Editing diagrams in a repository could give us the same traceability as a code review, providing the ability to review diagram merge proposals easily and comment on them.
The merge requests can be made from localhost (which requires the Diagrams app to be installed on your computer) or from a web-based code editor following this guide.
The general architecture diagrams will be located in a centralized GitHub repo to maintain a single source of truth and avoid storing the diagrams in multiple locations.
The draw.io file needs to be saved in the repo and, from there, it’s easy to export to other formats, such as PNG, SVG, XML, etc. With the aim of showing the diagram as a snippet in markdown, the diagram needs to be saved in .svg format.
Plus, this approach allows engineers to add architecture diagrams into their repository, along with the microservices code. Doing so makes it easy for others to follow and review.
All Empathy.co employees are able to access the diagrams using their GitHub account, offering transparency, autonomy and the ability to work asynchronously. This change also allows for diagrams to be edited directly in GitHub with diagrams.net and github.dev.
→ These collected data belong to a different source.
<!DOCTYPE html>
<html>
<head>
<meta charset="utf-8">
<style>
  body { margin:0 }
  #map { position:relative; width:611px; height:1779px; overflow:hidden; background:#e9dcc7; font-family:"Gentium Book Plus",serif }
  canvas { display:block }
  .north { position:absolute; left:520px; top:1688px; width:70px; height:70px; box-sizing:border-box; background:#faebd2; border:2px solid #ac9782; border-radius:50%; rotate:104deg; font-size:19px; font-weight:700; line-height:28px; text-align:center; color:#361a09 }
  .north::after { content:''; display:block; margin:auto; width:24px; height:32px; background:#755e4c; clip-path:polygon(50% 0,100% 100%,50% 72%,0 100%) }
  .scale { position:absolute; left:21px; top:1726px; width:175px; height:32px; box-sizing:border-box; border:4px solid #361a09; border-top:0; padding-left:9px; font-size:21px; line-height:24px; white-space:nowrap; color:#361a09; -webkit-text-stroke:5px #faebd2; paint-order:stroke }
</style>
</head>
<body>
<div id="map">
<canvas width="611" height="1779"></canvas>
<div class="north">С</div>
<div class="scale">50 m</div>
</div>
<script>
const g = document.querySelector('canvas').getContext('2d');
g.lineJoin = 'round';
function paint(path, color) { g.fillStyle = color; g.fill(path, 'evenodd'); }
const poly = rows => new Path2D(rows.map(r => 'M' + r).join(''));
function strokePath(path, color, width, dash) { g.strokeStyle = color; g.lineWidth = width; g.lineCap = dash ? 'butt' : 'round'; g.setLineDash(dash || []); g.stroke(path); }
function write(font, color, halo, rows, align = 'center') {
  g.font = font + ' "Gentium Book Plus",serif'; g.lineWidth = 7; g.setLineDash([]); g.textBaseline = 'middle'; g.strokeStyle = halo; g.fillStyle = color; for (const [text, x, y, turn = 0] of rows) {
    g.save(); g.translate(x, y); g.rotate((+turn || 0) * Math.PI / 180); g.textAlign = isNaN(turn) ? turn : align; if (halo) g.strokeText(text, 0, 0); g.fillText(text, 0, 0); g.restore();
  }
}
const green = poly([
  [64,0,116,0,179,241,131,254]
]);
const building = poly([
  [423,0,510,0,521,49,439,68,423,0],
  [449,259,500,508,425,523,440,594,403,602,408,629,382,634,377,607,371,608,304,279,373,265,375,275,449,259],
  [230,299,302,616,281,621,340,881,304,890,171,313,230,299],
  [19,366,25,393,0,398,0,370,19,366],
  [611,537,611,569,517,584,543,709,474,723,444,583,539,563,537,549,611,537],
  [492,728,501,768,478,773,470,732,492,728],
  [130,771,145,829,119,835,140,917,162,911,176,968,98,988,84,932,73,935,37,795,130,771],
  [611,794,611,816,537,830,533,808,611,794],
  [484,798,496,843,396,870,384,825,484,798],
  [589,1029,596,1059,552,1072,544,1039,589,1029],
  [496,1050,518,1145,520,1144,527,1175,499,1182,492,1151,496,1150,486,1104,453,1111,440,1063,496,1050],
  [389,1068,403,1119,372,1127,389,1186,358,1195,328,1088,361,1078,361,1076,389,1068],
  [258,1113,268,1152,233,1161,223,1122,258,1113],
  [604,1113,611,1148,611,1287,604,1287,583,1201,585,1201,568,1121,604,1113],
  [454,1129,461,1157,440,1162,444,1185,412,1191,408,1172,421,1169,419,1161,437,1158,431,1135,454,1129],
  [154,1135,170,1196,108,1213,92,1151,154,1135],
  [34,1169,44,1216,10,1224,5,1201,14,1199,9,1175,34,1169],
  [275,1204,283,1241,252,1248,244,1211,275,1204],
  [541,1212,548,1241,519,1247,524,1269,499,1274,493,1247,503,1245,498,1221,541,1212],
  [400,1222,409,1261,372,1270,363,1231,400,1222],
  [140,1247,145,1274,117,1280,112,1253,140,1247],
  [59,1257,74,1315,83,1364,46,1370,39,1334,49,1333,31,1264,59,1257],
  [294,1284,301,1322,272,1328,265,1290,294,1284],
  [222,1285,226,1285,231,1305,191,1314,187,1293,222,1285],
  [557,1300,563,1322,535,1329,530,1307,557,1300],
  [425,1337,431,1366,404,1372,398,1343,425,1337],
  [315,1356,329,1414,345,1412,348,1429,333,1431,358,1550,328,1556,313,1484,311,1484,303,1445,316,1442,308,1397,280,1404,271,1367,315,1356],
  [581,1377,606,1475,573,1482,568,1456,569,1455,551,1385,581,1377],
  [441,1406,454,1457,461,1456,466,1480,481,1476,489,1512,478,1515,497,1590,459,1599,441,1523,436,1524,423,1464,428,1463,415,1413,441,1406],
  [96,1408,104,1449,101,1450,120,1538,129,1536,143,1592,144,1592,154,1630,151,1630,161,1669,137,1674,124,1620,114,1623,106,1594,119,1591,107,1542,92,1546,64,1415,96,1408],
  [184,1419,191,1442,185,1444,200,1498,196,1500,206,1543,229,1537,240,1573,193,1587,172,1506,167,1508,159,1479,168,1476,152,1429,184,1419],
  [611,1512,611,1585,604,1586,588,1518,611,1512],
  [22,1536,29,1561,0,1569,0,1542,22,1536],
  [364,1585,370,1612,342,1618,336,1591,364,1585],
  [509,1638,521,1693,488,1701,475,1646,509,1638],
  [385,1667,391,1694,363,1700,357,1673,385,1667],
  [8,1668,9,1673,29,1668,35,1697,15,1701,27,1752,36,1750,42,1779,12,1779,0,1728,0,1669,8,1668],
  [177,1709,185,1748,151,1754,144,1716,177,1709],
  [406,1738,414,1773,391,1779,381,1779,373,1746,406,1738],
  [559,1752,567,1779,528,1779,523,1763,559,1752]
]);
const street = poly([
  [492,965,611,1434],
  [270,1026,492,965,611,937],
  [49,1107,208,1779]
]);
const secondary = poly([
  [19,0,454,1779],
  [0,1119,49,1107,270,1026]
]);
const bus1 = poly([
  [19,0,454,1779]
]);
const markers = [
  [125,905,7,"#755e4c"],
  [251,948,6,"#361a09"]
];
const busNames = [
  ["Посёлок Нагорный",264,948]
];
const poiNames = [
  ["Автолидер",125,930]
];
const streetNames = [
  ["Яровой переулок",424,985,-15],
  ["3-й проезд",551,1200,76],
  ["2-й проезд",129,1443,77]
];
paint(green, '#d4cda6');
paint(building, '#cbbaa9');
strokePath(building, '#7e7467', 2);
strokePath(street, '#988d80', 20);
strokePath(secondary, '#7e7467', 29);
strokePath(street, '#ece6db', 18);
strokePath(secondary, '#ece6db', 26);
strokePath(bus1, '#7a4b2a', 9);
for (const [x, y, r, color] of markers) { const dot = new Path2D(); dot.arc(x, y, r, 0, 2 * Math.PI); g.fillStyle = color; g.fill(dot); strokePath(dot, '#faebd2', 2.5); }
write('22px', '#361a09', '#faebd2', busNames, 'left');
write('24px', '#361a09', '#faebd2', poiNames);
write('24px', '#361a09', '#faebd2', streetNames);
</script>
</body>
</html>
The following video demo shows the simplicity and benefits of this approach.
Responsibilities
- Teams update the architecture diagram as part of the completion of a task
- The team proposes changes to the architecture diagram, which can be reviewed easily via pull request
- Design transforms the architecture diagram to provide more visual impact
- Growth requests design changes, if needed
- Engineering reviews the diagram from Design
- Engineering, Product, and Growth update the page, in the event that changes in the architecture diagram process occur
Summary
By using GitHub as a single source of truth for storing architecture diagrams, they will be saved in a centralized repository and be easily accessible to all members of the company. The Engineering department here at Empathy.co recommends using Diagrams.net or Excalidraw for building formal diagrams, but the important thing is to upload the source of truth to the repo. Opting for a centralized storage system will streamline the workflow and make finding and following architecture diagrams much simpler, offering company-wide visibility.